A MediaWiki bot framework in Java
GNU Affero General Public License v3.0
66 stars 58 forks source link

Query limit inconsistency and required continuation in Wiki.getPageInfo #161

Closed PeterBowman closed 6 years ago

PeterBowman commented 6 years ago

Per Wiki.getPageInfo(String[] pages):

https://github.com/MER-C/wiki-java/blob/fccfba522432949d45a4abe169042c9c815a4d76/src/org/wikipedia/Wiki.java#L1617-L1620

The testactions parameter is a recent addition (https://github.com/MER-C/wiki-java/commit/ebc1c82949260afe9480c735347e48d56e4d8c59). It turns out to be regarded as an expensive query by MW API since the total number of tested actions counts towards the API slow limit (i.e. 50 results for regular users, 500 for bots).

Current behavior:

Due to a bug in MW API, the 50-results limit was being applied on bot accounts while regular users could query 500 results at once. It should be the other way around. With said testactions parameter, a bot could not query more than 7 titles (8 actions * 7 titles > 50) in one batch, hence a continuation parameter is generated and any result beyond the 7th is returned by the API as <page ... /> instead of a full <page>...props...</page> element. Incidentally, Wiki.java is not prepared for continuation queries in this case nor for missing </page> tags. An exception is generated due to the latter at line 1638.

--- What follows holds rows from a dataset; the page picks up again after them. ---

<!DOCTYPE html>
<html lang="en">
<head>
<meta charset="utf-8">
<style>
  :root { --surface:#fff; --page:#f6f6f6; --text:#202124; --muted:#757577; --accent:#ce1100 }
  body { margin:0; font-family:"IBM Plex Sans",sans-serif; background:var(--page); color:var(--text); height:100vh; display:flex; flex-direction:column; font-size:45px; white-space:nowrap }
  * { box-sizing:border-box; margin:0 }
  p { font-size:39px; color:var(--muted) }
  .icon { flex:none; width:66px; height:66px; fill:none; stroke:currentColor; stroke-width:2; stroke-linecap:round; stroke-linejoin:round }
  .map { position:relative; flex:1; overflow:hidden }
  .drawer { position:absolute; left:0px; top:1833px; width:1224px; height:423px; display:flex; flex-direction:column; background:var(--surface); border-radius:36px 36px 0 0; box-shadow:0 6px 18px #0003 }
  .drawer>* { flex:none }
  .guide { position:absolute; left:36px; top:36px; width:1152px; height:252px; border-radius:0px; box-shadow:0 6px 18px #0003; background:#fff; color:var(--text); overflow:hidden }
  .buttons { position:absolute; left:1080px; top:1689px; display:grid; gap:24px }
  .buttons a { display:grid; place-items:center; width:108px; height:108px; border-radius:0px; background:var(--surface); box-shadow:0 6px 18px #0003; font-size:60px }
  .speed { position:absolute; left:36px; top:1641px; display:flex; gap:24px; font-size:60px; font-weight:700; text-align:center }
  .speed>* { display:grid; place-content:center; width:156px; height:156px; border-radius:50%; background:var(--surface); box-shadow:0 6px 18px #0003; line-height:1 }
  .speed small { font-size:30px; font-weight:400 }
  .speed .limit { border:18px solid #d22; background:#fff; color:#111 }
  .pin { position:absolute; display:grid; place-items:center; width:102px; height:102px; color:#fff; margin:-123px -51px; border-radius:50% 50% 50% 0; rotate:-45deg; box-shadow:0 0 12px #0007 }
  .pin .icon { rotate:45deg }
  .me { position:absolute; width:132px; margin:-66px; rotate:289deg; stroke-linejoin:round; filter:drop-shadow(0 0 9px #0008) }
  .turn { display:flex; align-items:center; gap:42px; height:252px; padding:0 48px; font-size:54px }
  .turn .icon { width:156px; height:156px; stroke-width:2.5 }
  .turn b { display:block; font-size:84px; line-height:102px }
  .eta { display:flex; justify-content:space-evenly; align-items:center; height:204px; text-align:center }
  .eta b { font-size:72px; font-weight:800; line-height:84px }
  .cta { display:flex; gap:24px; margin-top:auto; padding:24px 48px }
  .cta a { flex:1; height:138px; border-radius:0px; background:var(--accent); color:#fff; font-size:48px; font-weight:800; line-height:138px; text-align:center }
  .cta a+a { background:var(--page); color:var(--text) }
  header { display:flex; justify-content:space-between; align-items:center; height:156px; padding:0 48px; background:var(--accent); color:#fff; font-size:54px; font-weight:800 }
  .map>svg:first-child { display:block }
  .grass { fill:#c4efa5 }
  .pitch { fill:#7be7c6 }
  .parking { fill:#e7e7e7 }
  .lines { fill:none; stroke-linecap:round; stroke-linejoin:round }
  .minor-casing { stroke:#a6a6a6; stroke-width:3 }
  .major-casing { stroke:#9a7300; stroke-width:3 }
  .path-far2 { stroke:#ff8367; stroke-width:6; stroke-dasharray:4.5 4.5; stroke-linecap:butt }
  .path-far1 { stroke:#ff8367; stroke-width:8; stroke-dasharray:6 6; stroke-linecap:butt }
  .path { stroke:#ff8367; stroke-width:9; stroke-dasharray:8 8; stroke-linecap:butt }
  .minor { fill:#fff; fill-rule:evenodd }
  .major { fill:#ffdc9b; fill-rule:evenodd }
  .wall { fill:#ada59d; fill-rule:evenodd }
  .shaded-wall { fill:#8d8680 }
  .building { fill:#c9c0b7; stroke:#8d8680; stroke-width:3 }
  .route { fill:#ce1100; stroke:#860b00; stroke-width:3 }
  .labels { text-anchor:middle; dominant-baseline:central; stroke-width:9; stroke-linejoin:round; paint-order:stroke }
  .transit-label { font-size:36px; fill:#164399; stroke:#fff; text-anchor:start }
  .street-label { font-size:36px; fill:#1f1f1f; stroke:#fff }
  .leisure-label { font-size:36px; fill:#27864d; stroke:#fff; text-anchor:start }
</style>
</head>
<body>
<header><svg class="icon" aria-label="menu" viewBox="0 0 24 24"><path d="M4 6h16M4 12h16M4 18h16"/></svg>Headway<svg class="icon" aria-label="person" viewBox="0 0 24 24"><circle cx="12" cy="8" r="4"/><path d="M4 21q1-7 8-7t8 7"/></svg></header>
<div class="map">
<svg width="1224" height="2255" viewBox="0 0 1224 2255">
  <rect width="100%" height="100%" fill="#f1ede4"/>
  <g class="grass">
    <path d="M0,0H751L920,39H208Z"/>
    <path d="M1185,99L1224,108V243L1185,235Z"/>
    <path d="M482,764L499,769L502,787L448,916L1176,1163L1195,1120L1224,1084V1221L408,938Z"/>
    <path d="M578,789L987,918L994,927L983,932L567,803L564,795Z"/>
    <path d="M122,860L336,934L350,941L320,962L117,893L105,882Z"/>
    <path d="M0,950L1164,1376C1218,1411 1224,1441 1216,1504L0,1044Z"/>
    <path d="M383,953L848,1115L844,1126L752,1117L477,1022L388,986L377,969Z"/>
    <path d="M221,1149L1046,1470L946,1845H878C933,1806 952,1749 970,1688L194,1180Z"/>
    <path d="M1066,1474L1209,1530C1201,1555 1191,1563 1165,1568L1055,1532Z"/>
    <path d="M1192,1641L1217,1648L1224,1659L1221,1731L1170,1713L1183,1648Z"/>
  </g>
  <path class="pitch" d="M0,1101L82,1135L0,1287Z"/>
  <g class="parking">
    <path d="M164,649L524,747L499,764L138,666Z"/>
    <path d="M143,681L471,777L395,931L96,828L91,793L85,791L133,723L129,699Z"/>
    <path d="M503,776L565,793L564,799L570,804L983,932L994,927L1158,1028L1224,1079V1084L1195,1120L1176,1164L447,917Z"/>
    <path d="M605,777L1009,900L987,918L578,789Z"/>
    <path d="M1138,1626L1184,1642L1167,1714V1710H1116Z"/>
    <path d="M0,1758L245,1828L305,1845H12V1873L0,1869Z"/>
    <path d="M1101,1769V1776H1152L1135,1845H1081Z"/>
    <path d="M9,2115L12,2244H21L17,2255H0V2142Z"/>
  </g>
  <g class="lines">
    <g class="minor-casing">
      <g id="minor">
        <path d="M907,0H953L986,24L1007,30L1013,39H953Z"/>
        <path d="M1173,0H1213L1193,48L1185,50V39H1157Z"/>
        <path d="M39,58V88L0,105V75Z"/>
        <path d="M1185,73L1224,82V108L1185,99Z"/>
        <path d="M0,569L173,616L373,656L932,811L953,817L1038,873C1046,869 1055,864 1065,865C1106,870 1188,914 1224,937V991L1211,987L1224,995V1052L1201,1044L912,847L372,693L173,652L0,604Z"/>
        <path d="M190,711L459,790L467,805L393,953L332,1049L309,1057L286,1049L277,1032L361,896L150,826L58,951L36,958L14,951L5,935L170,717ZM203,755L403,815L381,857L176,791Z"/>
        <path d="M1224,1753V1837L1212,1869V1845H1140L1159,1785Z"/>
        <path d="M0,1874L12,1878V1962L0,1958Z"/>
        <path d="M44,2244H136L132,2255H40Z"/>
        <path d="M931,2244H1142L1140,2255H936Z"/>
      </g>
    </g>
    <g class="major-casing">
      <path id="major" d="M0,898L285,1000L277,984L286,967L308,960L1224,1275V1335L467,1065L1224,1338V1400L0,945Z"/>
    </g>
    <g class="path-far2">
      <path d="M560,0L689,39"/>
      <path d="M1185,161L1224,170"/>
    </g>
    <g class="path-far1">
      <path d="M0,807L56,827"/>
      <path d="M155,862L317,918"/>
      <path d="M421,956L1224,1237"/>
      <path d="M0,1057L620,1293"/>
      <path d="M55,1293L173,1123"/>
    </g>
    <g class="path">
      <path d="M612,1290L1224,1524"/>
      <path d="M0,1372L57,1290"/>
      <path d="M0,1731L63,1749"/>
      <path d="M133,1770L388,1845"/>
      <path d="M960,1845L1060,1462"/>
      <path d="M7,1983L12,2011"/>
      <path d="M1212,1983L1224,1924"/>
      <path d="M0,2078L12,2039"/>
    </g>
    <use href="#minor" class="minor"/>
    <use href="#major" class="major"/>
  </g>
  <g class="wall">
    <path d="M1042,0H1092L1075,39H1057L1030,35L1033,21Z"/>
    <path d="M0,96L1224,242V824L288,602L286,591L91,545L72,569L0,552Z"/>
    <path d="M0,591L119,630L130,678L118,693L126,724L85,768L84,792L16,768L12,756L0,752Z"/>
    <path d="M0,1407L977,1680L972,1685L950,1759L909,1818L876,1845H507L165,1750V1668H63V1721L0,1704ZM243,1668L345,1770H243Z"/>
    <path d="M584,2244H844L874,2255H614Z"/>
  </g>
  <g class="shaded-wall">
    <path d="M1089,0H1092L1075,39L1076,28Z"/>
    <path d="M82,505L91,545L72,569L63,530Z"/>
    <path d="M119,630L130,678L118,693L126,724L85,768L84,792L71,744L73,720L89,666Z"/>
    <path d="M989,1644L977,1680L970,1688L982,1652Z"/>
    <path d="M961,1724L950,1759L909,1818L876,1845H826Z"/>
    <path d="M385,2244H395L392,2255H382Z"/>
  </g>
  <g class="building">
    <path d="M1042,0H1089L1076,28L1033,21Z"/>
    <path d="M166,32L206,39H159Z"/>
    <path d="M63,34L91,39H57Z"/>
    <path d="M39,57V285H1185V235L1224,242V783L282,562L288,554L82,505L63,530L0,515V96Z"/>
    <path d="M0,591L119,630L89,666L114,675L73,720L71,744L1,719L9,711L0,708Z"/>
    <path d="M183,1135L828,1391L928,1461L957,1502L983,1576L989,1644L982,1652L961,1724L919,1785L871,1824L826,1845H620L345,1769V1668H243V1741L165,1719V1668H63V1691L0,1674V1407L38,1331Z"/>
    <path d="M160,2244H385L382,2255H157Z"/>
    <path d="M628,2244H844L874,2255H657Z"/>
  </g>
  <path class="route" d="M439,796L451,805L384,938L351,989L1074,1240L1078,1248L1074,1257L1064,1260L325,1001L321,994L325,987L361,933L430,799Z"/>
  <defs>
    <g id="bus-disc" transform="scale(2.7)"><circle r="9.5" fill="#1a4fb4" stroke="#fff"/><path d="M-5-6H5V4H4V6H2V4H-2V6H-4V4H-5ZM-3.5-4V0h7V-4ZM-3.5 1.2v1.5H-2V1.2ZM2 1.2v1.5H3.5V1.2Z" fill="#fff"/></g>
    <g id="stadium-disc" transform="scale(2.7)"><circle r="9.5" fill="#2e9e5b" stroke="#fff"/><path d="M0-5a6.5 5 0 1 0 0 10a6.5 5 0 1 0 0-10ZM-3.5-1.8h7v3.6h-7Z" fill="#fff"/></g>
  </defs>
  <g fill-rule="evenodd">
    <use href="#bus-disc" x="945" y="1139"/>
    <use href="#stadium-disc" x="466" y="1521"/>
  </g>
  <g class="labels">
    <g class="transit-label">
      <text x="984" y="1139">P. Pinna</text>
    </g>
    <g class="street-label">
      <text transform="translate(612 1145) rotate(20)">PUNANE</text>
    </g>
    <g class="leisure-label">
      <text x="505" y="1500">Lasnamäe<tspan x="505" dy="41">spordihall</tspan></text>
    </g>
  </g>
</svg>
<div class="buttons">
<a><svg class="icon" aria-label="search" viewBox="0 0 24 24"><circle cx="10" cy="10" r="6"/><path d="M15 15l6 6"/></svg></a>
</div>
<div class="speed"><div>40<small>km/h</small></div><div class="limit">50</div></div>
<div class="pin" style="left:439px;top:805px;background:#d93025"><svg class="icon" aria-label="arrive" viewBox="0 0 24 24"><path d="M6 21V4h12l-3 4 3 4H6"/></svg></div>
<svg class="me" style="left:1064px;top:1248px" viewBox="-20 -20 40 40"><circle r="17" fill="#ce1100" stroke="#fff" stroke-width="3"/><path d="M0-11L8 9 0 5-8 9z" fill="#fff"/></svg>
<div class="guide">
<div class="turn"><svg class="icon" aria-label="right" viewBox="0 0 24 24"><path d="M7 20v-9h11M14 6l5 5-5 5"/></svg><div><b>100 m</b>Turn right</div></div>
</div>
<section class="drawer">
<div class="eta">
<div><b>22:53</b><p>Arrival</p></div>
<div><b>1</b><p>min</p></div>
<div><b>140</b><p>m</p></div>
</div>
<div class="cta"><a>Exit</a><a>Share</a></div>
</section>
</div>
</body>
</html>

The bug was solved in patch 460886 and will be deployed in production WMF wikis soon.

New behavior (once MW master branch hits production):

Proposed solutions:

  1. Handle continuation parameters in getPageInfo(String[]).
  2. Remove testactions from getPageInfo(String[]), but keep it for single page queries (getPageInfo(String)).
  3. Factor out testactions into a separate method that will use makeListQuery.

IMO testactions is not suitable for vectorized queries. Being able to query no more than 7 titles at once instead of 50 is a severe drawback wrt the previous implementation of this method.